### AIM OF THE EXERCISE
Read the records and gather each line that includes "green".

──────────────────────────────

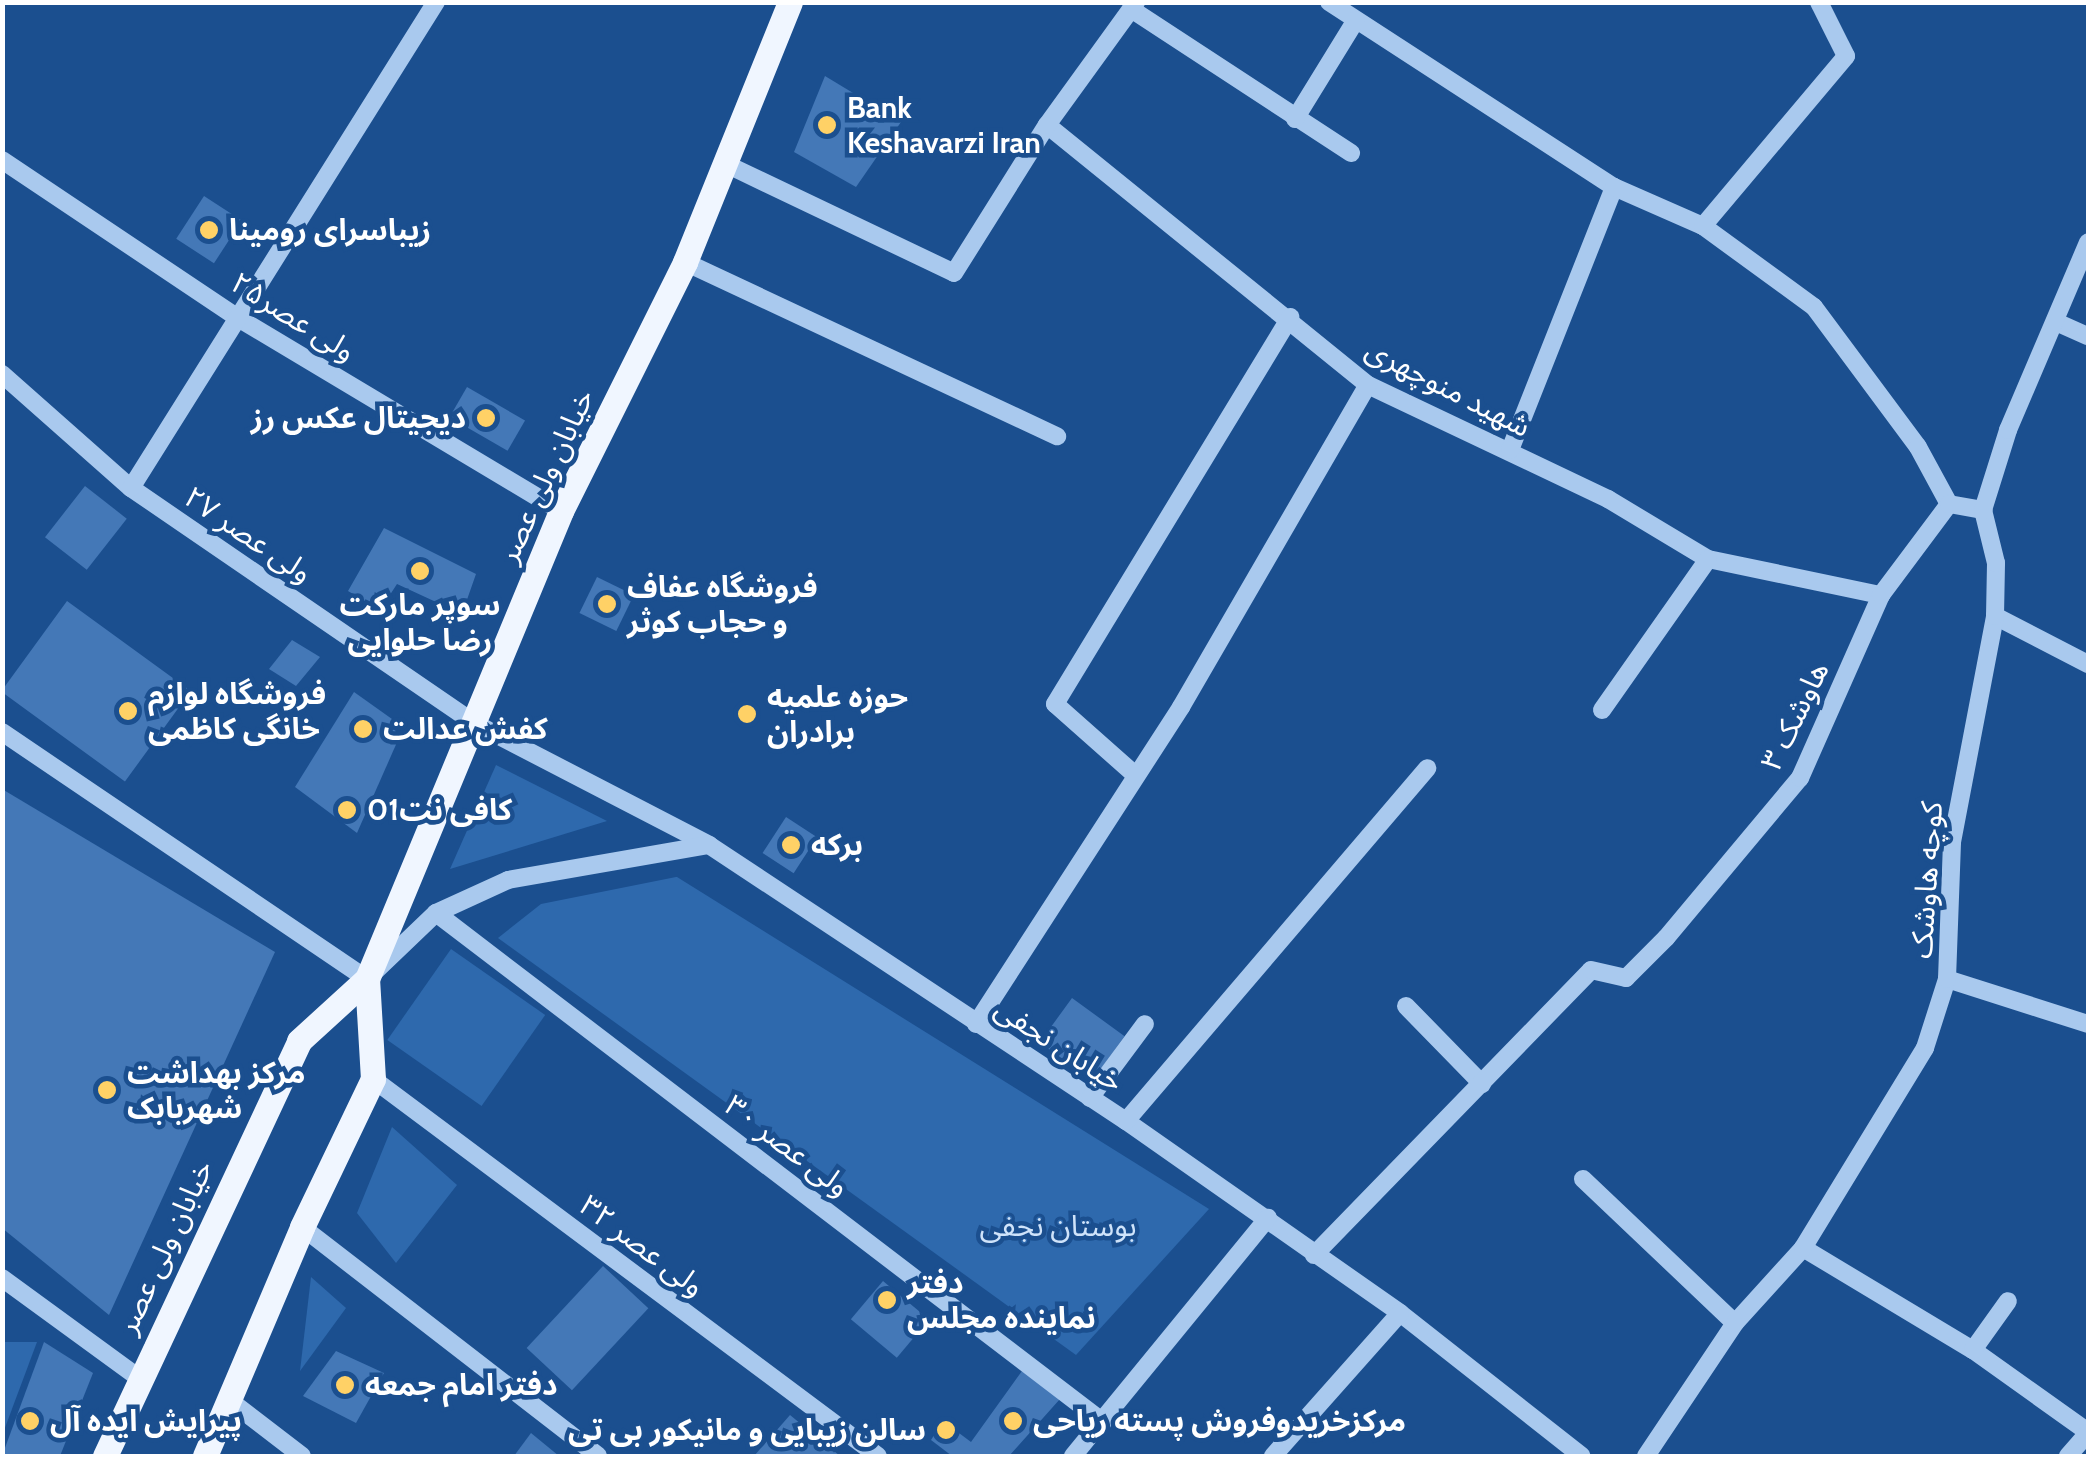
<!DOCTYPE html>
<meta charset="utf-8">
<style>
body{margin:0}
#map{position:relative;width:2091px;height:1459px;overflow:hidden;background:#1b4f8f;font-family:Cabin,"Noto Sans Arabic",sans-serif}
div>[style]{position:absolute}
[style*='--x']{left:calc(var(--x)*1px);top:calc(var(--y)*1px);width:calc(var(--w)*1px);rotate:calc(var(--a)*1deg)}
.green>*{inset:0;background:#2e69ad;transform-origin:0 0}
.building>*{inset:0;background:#4478b7;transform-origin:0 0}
.minor>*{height:18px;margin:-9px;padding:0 9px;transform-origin:9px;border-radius:9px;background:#a9c9ee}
.major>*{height:25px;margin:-12.5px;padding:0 12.5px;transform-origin:12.5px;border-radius:12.5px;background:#f0f6ff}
.dots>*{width:28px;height:28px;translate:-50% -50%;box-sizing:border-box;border:5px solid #1b4f8f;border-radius:50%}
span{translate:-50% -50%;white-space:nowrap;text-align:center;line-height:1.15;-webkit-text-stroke:9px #1b4f8f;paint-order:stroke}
.poi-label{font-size:30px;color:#fff;font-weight:700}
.left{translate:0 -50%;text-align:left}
.right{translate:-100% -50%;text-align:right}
.street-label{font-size:30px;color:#fff}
.park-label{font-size:30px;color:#cfe3fa}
.frame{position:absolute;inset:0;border:5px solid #fff;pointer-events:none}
</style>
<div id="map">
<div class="green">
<div style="clip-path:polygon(496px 765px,607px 821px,450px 869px)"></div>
<div style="clip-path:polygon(676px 877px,677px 877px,1209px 1209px,1076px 1355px,498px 938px,541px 904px)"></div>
<div style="left:451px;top:949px;width:115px;height:111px;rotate:35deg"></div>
<div style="clip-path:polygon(392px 1127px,457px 1185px,396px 1263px,357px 1213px)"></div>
<div style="clip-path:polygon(311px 1277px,346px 1308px,300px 1371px)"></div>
<div style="clip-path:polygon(3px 1342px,37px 1342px,3px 1433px,2px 1342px)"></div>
</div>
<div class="building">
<div style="clip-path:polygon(825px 76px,901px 122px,856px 187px,794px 152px)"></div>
<div style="left:204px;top:196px;width:45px;height:51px;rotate:33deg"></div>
<div style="left:467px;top:387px;width:67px;height:35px;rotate:30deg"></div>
<div style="left:85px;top:486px;width:53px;height:65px;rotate:38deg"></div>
<div style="clip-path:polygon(384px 528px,476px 574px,462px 614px,397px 584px,380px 610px,348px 591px)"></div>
<div style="left:597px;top:577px;width:41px;height:40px;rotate:26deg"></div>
<div style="left:67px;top:601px;width:153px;height:112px;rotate:36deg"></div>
<div style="clip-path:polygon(292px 640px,320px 657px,296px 686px,269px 669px)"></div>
<div style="clip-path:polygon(354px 692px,392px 719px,398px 740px,357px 833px,295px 787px)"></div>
<div style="clip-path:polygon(2px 789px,275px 952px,109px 1315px,2px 1228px)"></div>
<div style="left:786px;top:817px;width:37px;height:43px;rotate:33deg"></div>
<div style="left:1072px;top:998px;width:65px;height:55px;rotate:36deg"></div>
<div style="left:603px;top:1266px;width:62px;height:112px;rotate:43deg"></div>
<div style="left:883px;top:1281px;width:60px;height:50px;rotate:40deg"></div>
<div style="clip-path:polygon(44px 1342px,93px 1373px,60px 1456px,2px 1456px)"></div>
<div style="clip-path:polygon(336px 1351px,384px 1373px,356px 1423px,303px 1396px)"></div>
<div style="clip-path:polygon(1022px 1371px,1060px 1399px,1009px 1456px,952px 1456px,931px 1440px,943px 1421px,971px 1442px)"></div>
<div style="clip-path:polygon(790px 1415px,840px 1456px,754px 1456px)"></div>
<div style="clip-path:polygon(531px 1433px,559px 1456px,514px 1456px)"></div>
</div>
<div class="minor">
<div style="--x:1329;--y:2;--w:340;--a:33"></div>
<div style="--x:1131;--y:9;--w:263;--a:33.2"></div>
<div style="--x:1295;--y:119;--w:116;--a:-58.4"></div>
<div style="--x:1047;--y:125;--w:413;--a:39"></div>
<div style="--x:1368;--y:385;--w:266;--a:25.4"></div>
<div style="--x:1608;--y:499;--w:117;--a:31"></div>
<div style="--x:1708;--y:559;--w:177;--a:11.8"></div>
<div style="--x:2;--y:160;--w:284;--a:33.8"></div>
<div style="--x:238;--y:318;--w:376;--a:30.9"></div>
<div style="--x:728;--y:165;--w:250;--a:25.5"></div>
<div style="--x:954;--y:273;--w:175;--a:-57.9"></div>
<div style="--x:1047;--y:125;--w:152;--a:-54.1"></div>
<div style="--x:1703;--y:226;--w:222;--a:-49.9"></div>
<div style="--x:1846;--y:56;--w:60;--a:-116.6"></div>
<div style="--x:685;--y:262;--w:411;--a:25.1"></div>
<div style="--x:2056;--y:322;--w:35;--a:24"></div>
<div style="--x:2;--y:374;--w:172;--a:41.5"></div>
<div style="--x:131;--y:488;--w:418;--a:34.4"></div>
<div style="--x:476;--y:724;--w:263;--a:27.4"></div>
<div style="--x:709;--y:845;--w:500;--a:33.5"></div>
<div style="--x:1126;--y:1121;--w:335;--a:35"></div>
<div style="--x:1400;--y:1313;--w:231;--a:38.2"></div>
<div style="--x:1510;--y:450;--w:283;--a:-68.4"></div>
<div style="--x:1614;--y:187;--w:97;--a:23.7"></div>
<div style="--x:1703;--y:226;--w:137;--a:36.1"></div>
<div style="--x:1814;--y:307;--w:174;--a:53.4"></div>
<div style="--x:1918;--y:447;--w:65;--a:61.5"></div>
<div style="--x:131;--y:488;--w:574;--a:-57.89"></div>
<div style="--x:1995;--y:616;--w:105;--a:27.3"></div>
<div style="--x:1602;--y:710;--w:184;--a:-54.9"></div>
<div style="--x:2;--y:732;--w:441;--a:34.1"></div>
<div style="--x:367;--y:979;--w:95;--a:-43.7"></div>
<div style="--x:436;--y:913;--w:79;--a:-24.6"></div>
<div style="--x:508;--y:880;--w:204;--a:-9.9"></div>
<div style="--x:1133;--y:773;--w:104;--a:-138.5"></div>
<div style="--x:1055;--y:704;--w:453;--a:-58.7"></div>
<div style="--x:436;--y:913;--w:839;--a:37.35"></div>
<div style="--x:1947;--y:979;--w:148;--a:17.7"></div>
<div style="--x:1406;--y:1006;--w:109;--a:45.7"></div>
<div style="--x:976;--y:1024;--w:378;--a:-57.1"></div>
<div style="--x:1181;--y:707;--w:372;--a:-59.9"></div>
<div style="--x:373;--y:1079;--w:630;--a:36.74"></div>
<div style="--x:1090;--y:1098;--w:92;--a:-53.4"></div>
<div style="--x:1126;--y:1121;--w:464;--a:-49.5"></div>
<div style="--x:1583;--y:1179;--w:209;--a:43.5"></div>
<div style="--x:302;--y:1227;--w:374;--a:37.7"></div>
<div style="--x:1803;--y:1248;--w:198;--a:31"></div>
<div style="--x:1973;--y:1350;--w:141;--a:35.5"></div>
<div style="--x:1314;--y:1255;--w:397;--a:-45.8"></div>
<div style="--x:1591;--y:970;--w:36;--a:13"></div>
<div style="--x:1626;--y:978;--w:57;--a:-45"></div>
<div style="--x:1666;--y:938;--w:209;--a:-50.1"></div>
<div style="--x:1800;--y:778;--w:200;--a:-66.1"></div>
<div style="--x:1881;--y:595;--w:114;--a:-53.2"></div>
<div style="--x:1949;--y:504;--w:35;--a:10"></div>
<div style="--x:2;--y:1278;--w:170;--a:36.1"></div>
<div style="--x:1973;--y:1350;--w:60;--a:-54.5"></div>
<div style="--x:229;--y:1400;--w:92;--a:37.5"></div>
<div style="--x:1073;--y:1456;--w:308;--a:-50.7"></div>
<div style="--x:1273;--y:1456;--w:191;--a:-48.4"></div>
<div style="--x:1646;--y:1456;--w:160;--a:-56.2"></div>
<div style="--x:1735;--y:1323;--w:101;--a:-47.8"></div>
<div style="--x:1803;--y:1248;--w:234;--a:-58.6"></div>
<div style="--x:1925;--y:1048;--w:72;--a:-72.3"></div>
<div style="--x:1947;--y:979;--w:137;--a:-87.9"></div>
<div style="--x:1952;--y:842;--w:230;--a:-79.2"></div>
<div style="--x:1995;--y:616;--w:53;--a:-88.9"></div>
<div style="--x:1996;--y:563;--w:55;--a:-103.8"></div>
<div style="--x:1983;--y:510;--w:84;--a:-72.6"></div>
<div style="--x:2008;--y:430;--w:204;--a:-66.9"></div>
<div style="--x:2068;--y:1456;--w:30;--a:-49"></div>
</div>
<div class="major">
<div style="--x:105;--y:1456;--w:458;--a:-64.9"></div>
<div style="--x:299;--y:1041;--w:92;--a:-42.4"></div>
<div style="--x:367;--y:979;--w:507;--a:-67.48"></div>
<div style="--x:561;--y:511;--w:278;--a:-63.5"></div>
<div style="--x:685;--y:262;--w:280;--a:-68"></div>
<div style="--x:205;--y:1456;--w:249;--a:-67"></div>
<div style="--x:302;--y:1227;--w:164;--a:-64.4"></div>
<div style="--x:373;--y:1079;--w:100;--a:-93.4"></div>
</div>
<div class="dots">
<div style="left:827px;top:125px;background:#ffd166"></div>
<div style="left:209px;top:230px;background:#ffd166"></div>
<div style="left:486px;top:418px;background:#ffd166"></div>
<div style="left:420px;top:571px;background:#ffd166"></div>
<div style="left:607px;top:604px;background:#ffd166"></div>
<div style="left:128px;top:711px;background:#ffd166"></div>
<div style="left:747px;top:714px;background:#ffd166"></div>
<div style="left:363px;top:729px;background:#ffd166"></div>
<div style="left:347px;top:810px;background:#ffd166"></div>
<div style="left:791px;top:845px;background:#ffd166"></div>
<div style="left:107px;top:1090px;background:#ffd166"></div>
<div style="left:887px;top:1300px;background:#ffd166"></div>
<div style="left:345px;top:1385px;background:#ffd166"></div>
<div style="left:30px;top:1421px;background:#ffd166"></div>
<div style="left:1013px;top:1421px;background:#ffd166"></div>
<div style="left:946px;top:1430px;background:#ffd166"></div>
</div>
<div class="poi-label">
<span class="left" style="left:847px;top:125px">Bank<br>Keshavarzi Iran</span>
<span class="left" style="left:229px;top:230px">زیباسرای رومینا</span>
<span class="right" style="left:466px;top:418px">دیجیتال عکس رز</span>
<span class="left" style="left:627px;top:604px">فروشگاه عفاف<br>و حجاب کوثر</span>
<span style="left:420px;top:622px">سوپر مارکت<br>رضا حلوایی</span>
<span class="left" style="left:148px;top:711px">فروشگاه لوازم<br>خانگی کاظمی</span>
<span class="left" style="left:767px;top:714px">حوزه علمیه<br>برادران</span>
<span class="left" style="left:383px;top:729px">کفش عدالت</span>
<span class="left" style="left:367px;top:810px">کافی نت01</span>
<span class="left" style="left:811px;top:845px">برکه</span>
<span class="left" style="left:127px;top:1090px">مرکز بهداشت<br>شهربابک</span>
<span class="left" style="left:907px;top:1300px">دفتر<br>نماینده مجلس</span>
<span class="left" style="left:365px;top:1385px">دفتر امام جمعه</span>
<span class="left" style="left:50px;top:1421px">پیرایش ایده آل</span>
<span class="left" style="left:1033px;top:1421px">مرکزخریدوفروش پسته ریاحی</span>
<span class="right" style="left:926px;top:1430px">سالن زیبایی و مانیکور بی تی</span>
</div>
<div class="street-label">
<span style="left:293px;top:317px;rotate:32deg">ولی عصر۲۵</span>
<span style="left:1448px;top:388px;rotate:27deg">شهید منوچهری</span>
<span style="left:546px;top:476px;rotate:-65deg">خیابان ولی عصر</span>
<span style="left:248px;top:535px;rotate:34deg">ولی عصر ۲۷</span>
<span style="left:1795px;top:716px;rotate:-64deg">هاوشک ۳</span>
<span style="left:1927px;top:880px;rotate:-86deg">کوچه هاوشک</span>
<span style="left:1059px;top:1045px;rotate:33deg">خیابان نجفی</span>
<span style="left:787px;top:1146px;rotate:37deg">ولی عصر ۳۰</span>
<span style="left:642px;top:1246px;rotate:37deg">ولی عصر ۳۲</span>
<span style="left:165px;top:1247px;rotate:-65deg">خیابان ولی عصر</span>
</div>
<div class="park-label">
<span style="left:1058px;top:1226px">بوستان نجفی</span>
</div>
<div class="frame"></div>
</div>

──────────────────────────────

### TASK OUTPUT
.green>*{inset:0;background:#2e69ad;transform-origin:0 0}
<div class="green">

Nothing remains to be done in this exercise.